This was an interesting wargame, where the traditional tactics were reversed.
There were two corps per side.
On the right A French corps held a strong defensive position around a town, and the British were not strong enough to attack. A second French corps holds the road junction to the north of the town.
On the left one British corps pins the French around the town. A second British corps advanced in column against a French corps deployed in line. I know Wellington did not organise his Peninsular army into corps, but in our PBEM campaign we do for ease of comparison. Each corps has four infantry brigades, one cavalry brigade and corps artillery
When I collected our armies, many years ago, this type of formation would have been a division. This particular collection was my light division. It has two rifle, one line and one cacadore infantry formation. They were battalions, they are now brigades. I don’t actually call them the light corps, as that sounds too strange even to me. But it was interesting that they would attack in column.
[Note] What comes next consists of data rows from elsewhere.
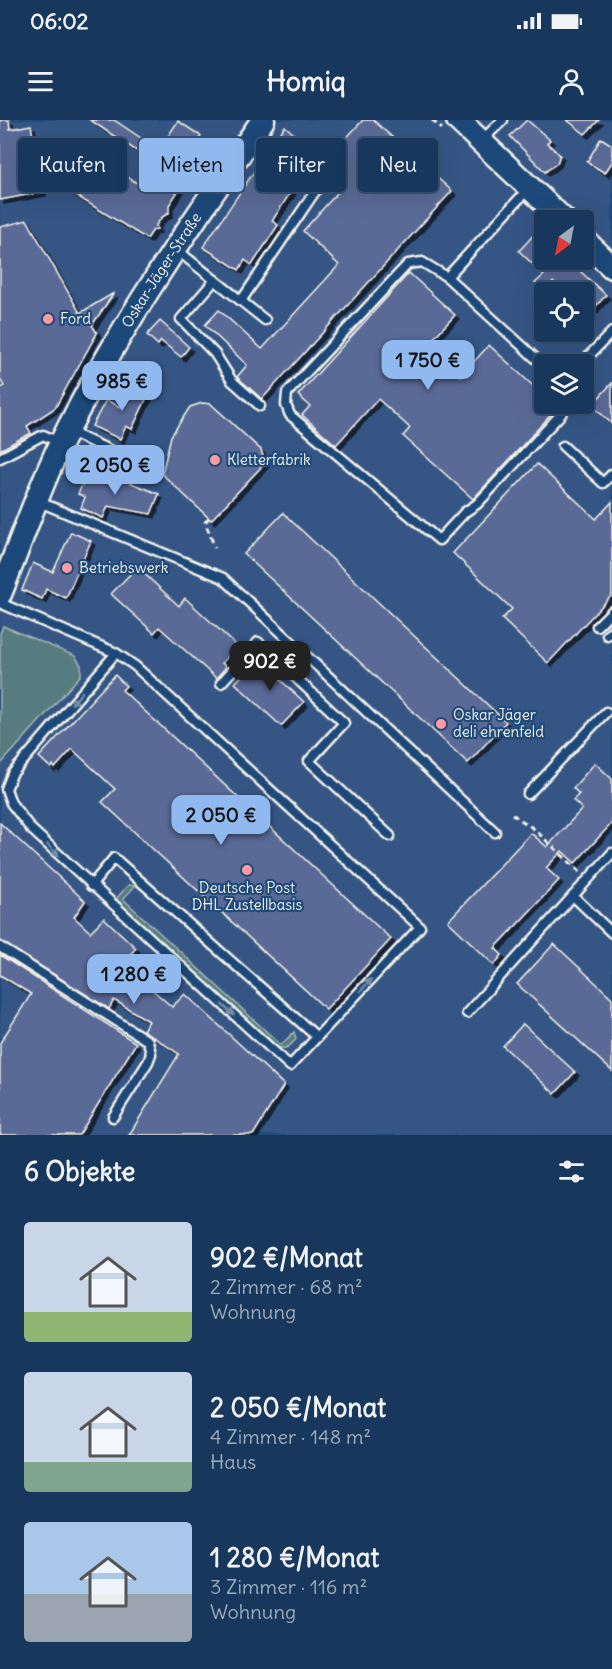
<!DOCTYPE html>
<html lang="de">
<meta charset="utf-8">
<style>
body{margin:0;font-family:Delius,sans-serif;background:#203f62;color:#f1f3f6;height:100vh;display:flex;flex-direction:column;font-size:22px;white-space:nowrap}
*{box-sizing:border-box;margin:0}
p{font-size:20px;color:#9eacbb}
.icon{flex:none;width:33px;height:33px;fill:none;stroke:currentColor;stroke-width:2;stroke-linecap:round;stroke-linejoin:round}
.map{position:relative;height:1015px;overflow:hidden}
.panel{display:flex;flex-direction:column;background:#17385c;flex:1}
.panel>*{flex:none}
.top-card{position:absolute;left:18px;top:18px;width:576px;height:54px;display:flex;gap:12px}
.needle{width:39px;rotate:212deg}
.buttons{position:absolute;left:534px;top:90px;display:grid;gap:12px}
.buttons a{display:grid;place-items:center;width:60px;height:60px;border-radius:6px;background:#17385c;box-shadow:0 6px 24px #0002,0 0 0 2px #365272;font-size:30px}
.price{position:absolute;translate:-50% -51px;padding:0 14px;border-radius:12px;background:#90b9f0;color:#111;font-size:20px;line-height:39px;filter:drop-shadow(0 2px 3px #0008)}
.price::after{content:'';position:absolute;left:50%;top:36px;width:18px;height:14px;margin-left:-9px;background:inherit;clip-path:polygon(0 0,100% 0,50% 100%)}
.price.selected{background:#222;color:#fff}
ul{padding:0;list-style:none}
li{display:flex;align-items:center;gap:18px;height:150px;padding:0 24px}
li span{display:grid;place-items:center;flex:none;width:168px;height:120px;border-radius:6px;color:#555}
li>.icon{margin-inline-start:auto}
span .icon{width:72px;height:72px;fill:#fffc;stroke-width:1}
li b{font-size:26px}
h2{display:flex;justify-content:space-between;align-items:center;height:72px;padding:0 24px;font-size:26px}
.chip{padding:0 21px;border-radius:6px;background:#17385c;box-shadow:0 6px 24px #0002,0 0 0 2px #365272;font-size:21px;line-height:54px}
.chip.selected{background:#90b9f0;color:#111}
.status{display:flex;justify-content:space-between;align-items:center;height:42px;padding:0 30px;background:#17385c;direction:ltr}
.status svg{height:16px;fill:currentColor}
header{display:flex;justify-content:space-between;align-items:center;height:78px;padding:0 24px;background:#17385c;font-size:27px;font-weight:700}
.map>svg:first-child{display:block}
</style>
<div class="status"><b>06:02</b><svg viewBox="0 0 49 12"><path d="M0 12V9h3v3zM5 12V6h3v6zM10 12V3h3v9zM15 12V0h3v12zM26 1h20v11H26zM47 4h2v5h-2z"/></svg></div>
<header><svg class="icon" aria-label="menu" viewBox="0 0 24 24"><path d="M4 6h16M4 12h16M4 18h16"/></svg>Homiq<svg class="icon" aria-label="person" viewBox="0 0 24 24"><circle cx="12" cy="8" r="4"/><path d="M4 21q1-7 8-7t8 7"/></svg></header>
<div class="map">
<svg width="612" height="1015" viewBox="0 0 612 1015">
<defs>
<filter id="shadow"><feDropShadow dx="4" dy="4" stdDeviation="0" flood-color="#0009"/></filter>
</defs>
<rect width="100%" height="100%" fill="#1f4a7a"/>
<filter id="ink" filterUnits="userSpaceOnUse"><feTurbulence type="fractalNoise" baseFrequency=".0167" numOctaves="2"/><feDisplacementMap in="SourceGraphic" scale="12" xChannelSelector="R" yChannelSelector="G"/><feConvolveMatrix kernelMatrix="1 2 1 2 8 2 1 2 1" color-interpolation-filters="sRGB"/></filter>
<g filter="url(#ink)">
<path fill="#355785" fill-rule="evenodd" d="M0,0H612V1015H0ZM544,100H584V140H544ZM544,172H584V212H544ZM544,244H584V284H544Z"/>
<g fill="#577b80" stroke="#a6b6b4" stroke-width="1.5">
<path d="M3,506L75,536L81,545V555L0,645V513Z"/>
<path d="M128,765L135,766L123,779L281,925L294,912L296,919C289,928 284,931 273,926L117,783V778Z"/>
</g>
<g fill="#5a6a97" stroke="#f4f1e8" stroke-width="1.5" filter="url(#shadow)">
<path d="M0,0H9L10,9L31,5L42,72L0,80Z"/>
<path d="M90,0H114L159,30L178,1L201,16L175,56L184,62L169,85V93L162,97L156,105L157,109L153,110L147,119L67,70L91,33L143,67L158,45Z"/>
<path d="M363,0H373L452,71L262,279L237,257L247,245L205,205L219,190L262,229L339,145L303,111L338,72L308,45L272,101L278,105L252,145L245,140L239,150L203,127L285,6L325,41Z"/>
<path d="M527,0L550,20L547,23L560,35L557,43L545,52L510,16Z"/>
<path d="M567,0H599L585,14Z"/>
<path d="M601,18L612,25V42L605,53L587,42Z"/>
<path d="M27,100L80,193L114,173L92,205L97,213L55,288L27,306L31,313L0,330V269L4,266L0,259V107Z"/>
<path d="M537,111L544,118V140H568L606,175L584,199V172H564L553,162L545,172L535,163L544,155L519,131Z"/>
<path d="M409,153L455,195L427,225L461,256L489,225L544,276V284H558L557,288L473,379L403,316L410,308L378,279L336,325L302,295L310,286L298,275Z"/>
<path d="M160,201L189,227L181,237L161,221L158,225L147,215Z"/>
<path d="M132,262L150,271L132,309L126,306L120,319L92,306L106,280L120,287Z"/>
<path d="M612,263V304L592,285Z"/>
<path d="M202,283L211,284L261,330L265,343L211,400L162,354L171,316L190,287Z"/>
<path d="M537,344L596,399L612,382V475L548,543L502,499L512,489L453,433Z"/>
<path d="M87,354L121,359L159,374L151,394L108,386L103,398L81,388L85,377L78,374Z"/>
<path d="M283,393L506,602L468,643L244,434Z"/>
<path d="M71,412L91,421L66,478L46,469L42,479L22,470L33,443L53,452Z"/>
<path d="M137,447L179,486L185,478L237,526L222,543L226,547L216,558L159,507L154,513L111,474Z"/>
<path d="M258,539L304,582L281,606L235,563Z"/>
<path d="M115,555L126,566L122,570L391,819L326,889L102,682L115,669L72,629L55,648L53,645L51,648L39,637Z"/>
<path d="M595,643L612,659V703L575,743L562,731L546,748L559,760L495,828L502,835L494,845L448,801L531,713L547,727L582,689L573,680L579,674L573,668Z"/>
<path d="M0,703L85,781L74,797L90,812L104,798L136,828L122,843L172,887L185,874L284,965L253,1015H129L179,934L143,910L149,901L114,880L109,889L0,821Z"/>
<path d="M554,824L612,878V951L517,864Z"/>
<path d="M0,835L136,923L79,1015H0V923L31,874L0,855Z"/>
<path d="M523,904L575,952L555,974L503,926Z"/>
</g>
<g fill="none" stroke-linecap="round" stroke-linejoin="round">
<defs>
<g id="lane">
<path d="M481,21L503,0"/>
<path d="M177,130L265,200"/>
<path d="M447,157L529,68"/>
<path d="M215,160L181,199L215,234L232,261L260,286"/>
<path d="M241,181L316,70"/>
<path d="M581,244L612,212"/>
<path d="M544,246L447,157L422,142L408,144L287,273L286,285L290,295L439,420L465,392L477,384L562,293L564,284"/>
<path d="M68,311L124,337"/>
<path d="M563,326L603,363L612,354"/>
<path d="M0,338L43,315L61,323"/>
<path d="M37,381L223,458L495,712"/>
<path d="M0,483L116,533L135,546L420,807L290,946L31,709L11,683L6,669L12,654L116,533"/>
<path d="M597,506L612,491"/>
<path d="M607,515L612,510"/>
<path d="M221,563L258,522L344,603L309,641L390,716"/>
<path d="M528,674L606,592"/>
<path d="M91,766L114,738L317,917"/>
<path d="M573,776L612,813"/>
<path d="M0,827L148,921L151,934L148,942L113,997"/>
<path d="M467,893L612,733"/>
</g>
<g id="secondary">
<path d="M458,0L564,100"/>
<path d="M584,120L612,147"/>
<path id="s1" d="M0,474C20,424 37,373 60,325C117,210 190,105 263,0"/>
</g>
</defs>
<use href="#lane" stroke="#f4f1e8" stroke-width="13"/>
<use href="#secondary" stroke="#f4f1e8" stroke-width="27"/>
<g stroke="#f4f1e8" stroke-width="3" stroke-dasharray="6 4.5" stroke-linecap="butt">
<path d="M432,0L442,9"/>
<path d="M209,398L205,402L215,428"/>
<path d="M512,694L534,709L580,752"/>
</g>
<use href="#lane" stroke="#1f4a7a" stroke-width="8"/>
<use href="#secondary" stroke="#1f4a7a" stroke-width="22"/>
</g>
<defs><path id="oneway-solid" d="M-6-.8H1V-3.2L6.5 0L1 3.2V.8H-6Z" transform="scale(1.5)"/></defs>
<g fill="#748da6">
<use href="#oneway-solid" transform="translate(77 578) rotate(131)"/>
<use href="#oneway-solid" transform="translate(53 730) rotate(44)"/>
<use href="#oneway-solid" transform="translate(366 865) rotate(-47)"/>
<use href="#oneway-solid" transform="translate(228 890) rotate(42)"/>
</g>
</g>
<g fill="#ff9aa2" stroke="#1f4a7a" stroke-width="2">
<circle cx="48" cy="199" r="6"/>
<circle cx="215" cy="340" r="6"/>
<circle cx="67" cy="448" r="6"/>
<circle cx="441" cy="604" r="6"/>
<circle cx="247" cy="750" r="6"/>
</g>
<g text-anchor="middle" stroke-width="4.5" stroke-linejoin="round" paint-order="stroke">
<g font-size="15" fill="#f4f1e8" stroke="#1f4a7a">
<text dy="5" stroke="none"><textPath href="#s1" startOffset="363">Oskar-Jäger-Straße</textPath></text>
</g>
<g font-size="15" fill="#f4f1e8" stroke="#1f4a7a" text-anchor="start">
<text x="60" y="204">Ford</text>
<text x="227" y="345">Kletterfabrik</text>
<text x="79" y="453">Betriebswerk</text>
<text x="453" y="600">Oskar Jäger<tspan x="453" dy="17">deli ehrenfeld</tspan></text>
<text x="247" y="773" text-anchor="middle">Deutsche Post<tspan x="247" dy="17">DHL Zustellbasis</tspan></text>
</g>
</g>
</svg>
<div class="buttons">
<a><svg class="needle" viewBox="-14 -14 28 28"><path d="M0-13l5 13h-10z" fill="#e53935"/><path d="M0 13l5-13h-10z" fill="#9eacbb"/></svg></a>
<a><svg class="icon" aria-label="locate" viewBox="0 0 24 24"><circle cx="12" cy="12" r="6"/><path d="M12 2v4M12 18v4M2 12h4M18 12h4"/></svg></a>
<a><svg class="icon" aria-label="layers" viewBox="0 0 24 24"><path d="M12 4l9 5-9 5-9-5zM3 14l9 5 9-5"/></svg></a>
</div>
<b class="price" style="left:428px;top:271px">1 750 €</b>
<b class="price" style="left:122px;top:292px">985 €</b>
<b class="price" style="left:115px;top:376px">2 050 €</b>
<b class="price selected" style="left:270px;top:572px">902 €</b>
<b class="price" style="left:221px;top:726px">2 050 €</b>
<b class="price" style="left:134px;top:885px">1 280 €</b>
<div class="top-card">
<a class="chip">Kaufen</a>
<a class="chip selected">Mieten</a>
<a class="chip">Filter</a>
<a class="chip">Neu</a>
</div>
</div>
<section class="panel">
<h2>6 Objekte<svg class="icon" aria-label="filters" viewBox="0 0 24 24"><path d="M4 7h16M4 17h16"/><circle cx="9" cy="7" r="2"/><circle cx="15" cy="17" r="2"/></svg></h2>
<ul>
<li><span style="background:linear-gradient(#c9d6e8 75%,#8fb573 0)"><svg class="icon" aria-label="home" viewBox="0 0 24 24"><path d="M3 11l9-7 9 7M6 9v11h12V9"/></svg></span><div><b>902 €/Monat</b><p>2 Zimmer · 68 m²</p><p>Wohnung</p></div></li>
<li><span style="background:linear-gradient(#c9d6e8 75%,#7fa58c 0)"><svg class="icon" aria-label="home" viewBox="0 0 24 24"><path d="M3 11l9-7 9 7M6 9v11h12V9"/></svg></span><div><b>2 050 €/Monat</b><p>4 Zimmer · 148 m²</p><p>Haus</p></div></li>
<li><span style="background:linear-gradient(#a9c7e8 60%,#9aa5b1 0)"><svg class="icon" aria-label="home" viewBox="0 0 24 24"><path d="M3 11l9-7 9 7M6 9v11h12V9"/></svg></span><div><b>1 280 €/Monat</b><p>3 Zimmer · 116 m²</p><p>Wohnung</p></div></li>
</ul>
</section>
The French were in defence, and their artillery pounded the British infantry as they advanced. Fortunately they were all good quality troops, even the Portuguese were B class, so they soaked up the casualties and closed with the French line.
Our wargame rules allow infantry to advance half a move and fire each turn. But they cannot move, change formation and fire in the same turn. The British could advance into skirmish range of the French line, and still fire.
But if they moved within musket range, and then changed formation, they would not be able to engage in a fire fight until the next turn. The French would be able to skirmish fire as they deployed. With the casualties the British had already suffered they might well break and run before they could fire.
In our wargame rules infantry are classed for both skirmish and volley fire. The rifles were excellent skirmishers, but poor volley fire. So they did not close with the French, but carried out an extended skirmish battle.
It lasted four turns, with both sides suffering casualties. But in the skirmish fight the French suffered more than the British. In addition they were all line infantry, and two of the brigades were conscripts. Eventually one of the French brigades failed their morale and ran. The panic spread, or perhaps the morale dice were not so kind to the French, and the other three brigades broke and joined the rout.
A very satisfying wargame. Neither side had all the luck of the dice. For four moves it could easily have gone to either side. Finally better morale won the day.